It is uncertain what groups carried out the attacks. In Baghdad, U.S. and Iraqi officials blamed foreign fighters intent on targeting those who cooperate with the American-led occupation. The captured would-be bomber was said to carry a Syrian passport.
In Washington, however, Pentagon officials said they believed loyalists of ousted President Saddam Hussein were responsible. President Bush said insurgents had become more "desperate" because of what he said was progress in Iraq.
Since Bush declared an end to major combat in Iraq six months ago, 113 U.S. soldiers have been killed by hostile fire, and about 1,675 have been wounded.
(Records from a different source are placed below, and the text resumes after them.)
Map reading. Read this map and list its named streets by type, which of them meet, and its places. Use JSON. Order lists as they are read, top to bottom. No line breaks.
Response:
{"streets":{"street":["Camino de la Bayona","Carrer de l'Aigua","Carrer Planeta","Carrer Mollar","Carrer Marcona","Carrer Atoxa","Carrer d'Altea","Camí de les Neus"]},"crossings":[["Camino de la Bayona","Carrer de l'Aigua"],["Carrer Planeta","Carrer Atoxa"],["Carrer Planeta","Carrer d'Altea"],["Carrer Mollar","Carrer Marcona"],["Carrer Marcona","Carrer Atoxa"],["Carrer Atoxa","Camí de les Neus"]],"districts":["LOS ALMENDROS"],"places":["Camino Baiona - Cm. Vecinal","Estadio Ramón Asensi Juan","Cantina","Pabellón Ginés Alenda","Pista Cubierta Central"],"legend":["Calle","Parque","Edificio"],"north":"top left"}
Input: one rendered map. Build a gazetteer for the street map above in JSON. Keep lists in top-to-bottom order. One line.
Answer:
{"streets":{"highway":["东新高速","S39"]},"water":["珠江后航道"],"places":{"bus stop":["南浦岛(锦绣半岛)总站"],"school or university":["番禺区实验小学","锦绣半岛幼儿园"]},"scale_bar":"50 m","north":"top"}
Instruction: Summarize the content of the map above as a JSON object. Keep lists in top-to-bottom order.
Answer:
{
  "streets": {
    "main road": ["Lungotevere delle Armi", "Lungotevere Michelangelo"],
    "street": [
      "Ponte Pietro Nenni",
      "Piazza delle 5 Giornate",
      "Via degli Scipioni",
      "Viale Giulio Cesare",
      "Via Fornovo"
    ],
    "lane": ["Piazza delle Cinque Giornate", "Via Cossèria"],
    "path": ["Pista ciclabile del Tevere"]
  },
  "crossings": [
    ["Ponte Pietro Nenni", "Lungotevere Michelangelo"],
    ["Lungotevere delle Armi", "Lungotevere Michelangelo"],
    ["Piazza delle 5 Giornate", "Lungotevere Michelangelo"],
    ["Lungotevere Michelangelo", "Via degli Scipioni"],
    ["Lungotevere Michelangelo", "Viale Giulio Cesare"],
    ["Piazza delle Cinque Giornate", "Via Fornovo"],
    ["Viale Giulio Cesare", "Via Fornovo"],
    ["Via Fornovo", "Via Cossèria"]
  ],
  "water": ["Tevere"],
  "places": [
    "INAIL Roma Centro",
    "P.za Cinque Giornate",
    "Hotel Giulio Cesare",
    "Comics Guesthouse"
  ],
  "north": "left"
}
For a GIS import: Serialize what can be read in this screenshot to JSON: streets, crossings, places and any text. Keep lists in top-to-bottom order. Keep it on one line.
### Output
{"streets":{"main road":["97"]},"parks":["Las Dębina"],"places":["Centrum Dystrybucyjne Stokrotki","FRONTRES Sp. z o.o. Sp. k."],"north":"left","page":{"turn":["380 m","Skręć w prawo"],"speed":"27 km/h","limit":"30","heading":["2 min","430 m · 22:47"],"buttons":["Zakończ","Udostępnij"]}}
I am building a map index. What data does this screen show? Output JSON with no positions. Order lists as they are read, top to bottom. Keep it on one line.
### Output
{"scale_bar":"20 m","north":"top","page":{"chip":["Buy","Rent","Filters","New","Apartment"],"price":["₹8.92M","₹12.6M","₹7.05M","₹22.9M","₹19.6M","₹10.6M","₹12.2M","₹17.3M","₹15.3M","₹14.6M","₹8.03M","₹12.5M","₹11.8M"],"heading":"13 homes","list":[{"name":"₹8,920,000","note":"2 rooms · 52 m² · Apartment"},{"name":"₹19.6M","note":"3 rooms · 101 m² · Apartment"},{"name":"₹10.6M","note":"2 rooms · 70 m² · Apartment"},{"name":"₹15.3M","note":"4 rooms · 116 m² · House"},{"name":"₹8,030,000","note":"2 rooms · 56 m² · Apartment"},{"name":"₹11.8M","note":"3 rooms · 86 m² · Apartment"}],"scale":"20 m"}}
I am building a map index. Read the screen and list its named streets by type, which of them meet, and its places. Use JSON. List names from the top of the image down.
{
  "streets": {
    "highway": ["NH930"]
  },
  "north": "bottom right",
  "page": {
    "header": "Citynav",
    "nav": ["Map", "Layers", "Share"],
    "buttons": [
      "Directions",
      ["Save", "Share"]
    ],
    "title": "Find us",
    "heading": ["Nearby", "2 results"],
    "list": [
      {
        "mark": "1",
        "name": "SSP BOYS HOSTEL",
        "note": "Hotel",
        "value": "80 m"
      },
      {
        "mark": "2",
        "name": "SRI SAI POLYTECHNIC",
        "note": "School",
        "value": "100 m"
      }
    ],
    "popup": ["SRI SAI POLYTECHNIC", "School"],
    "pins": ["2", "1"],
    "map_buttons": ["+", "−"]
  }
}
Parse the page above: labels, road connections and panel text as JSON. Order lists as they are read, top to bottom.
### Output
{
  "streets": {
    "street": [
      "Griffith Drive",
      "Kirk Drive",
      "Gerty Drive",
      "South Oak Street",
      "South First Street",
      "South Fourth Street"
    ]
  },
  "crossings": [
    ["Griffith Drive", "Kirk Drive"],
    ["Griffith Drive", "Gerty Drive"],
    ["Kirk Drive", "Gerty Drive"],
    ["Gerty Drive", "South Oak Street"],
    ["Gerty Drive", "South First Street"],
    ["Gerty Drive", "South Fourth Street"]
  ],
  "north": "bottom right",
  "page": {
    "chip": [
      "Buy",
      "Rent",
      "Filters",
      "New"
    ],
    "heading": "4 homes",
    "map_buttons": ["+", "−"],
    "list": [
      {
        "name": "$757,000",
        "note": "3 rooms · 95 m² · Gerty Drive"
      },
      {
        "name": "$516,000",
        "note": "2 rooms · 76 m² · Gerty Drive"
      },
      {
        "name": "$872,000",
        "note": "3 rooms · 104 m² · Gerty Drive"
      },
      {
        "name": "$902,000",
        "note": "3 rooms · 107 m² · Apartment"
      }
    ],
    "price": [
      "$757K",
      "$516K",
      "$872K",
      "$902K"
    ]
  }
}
U.S. forces come under attack an average of 26 times a day, and incidents have been on the rise since early September.
During a meeting Monday with U.S. Iraqi administrator L. Paul Bremer, Bush pledged to hunt down the "cold-blooded killers, terrorists" who are conducting the attacks. However, there has been little sign of progress in pursuing those responsible for a string of bombings during the last month.
"The more progress we make on the ground ... the more desperate these killers become," Bush said.
But Democrats immediately took issue with his assertion, leveling some of their sharpest criticism yet.
"Is the president arguing that the better things get in Iraq, the more dangerous it will become for American soldiers?" said Sen. John Kerry, a White House candidate and Vietnam veteran.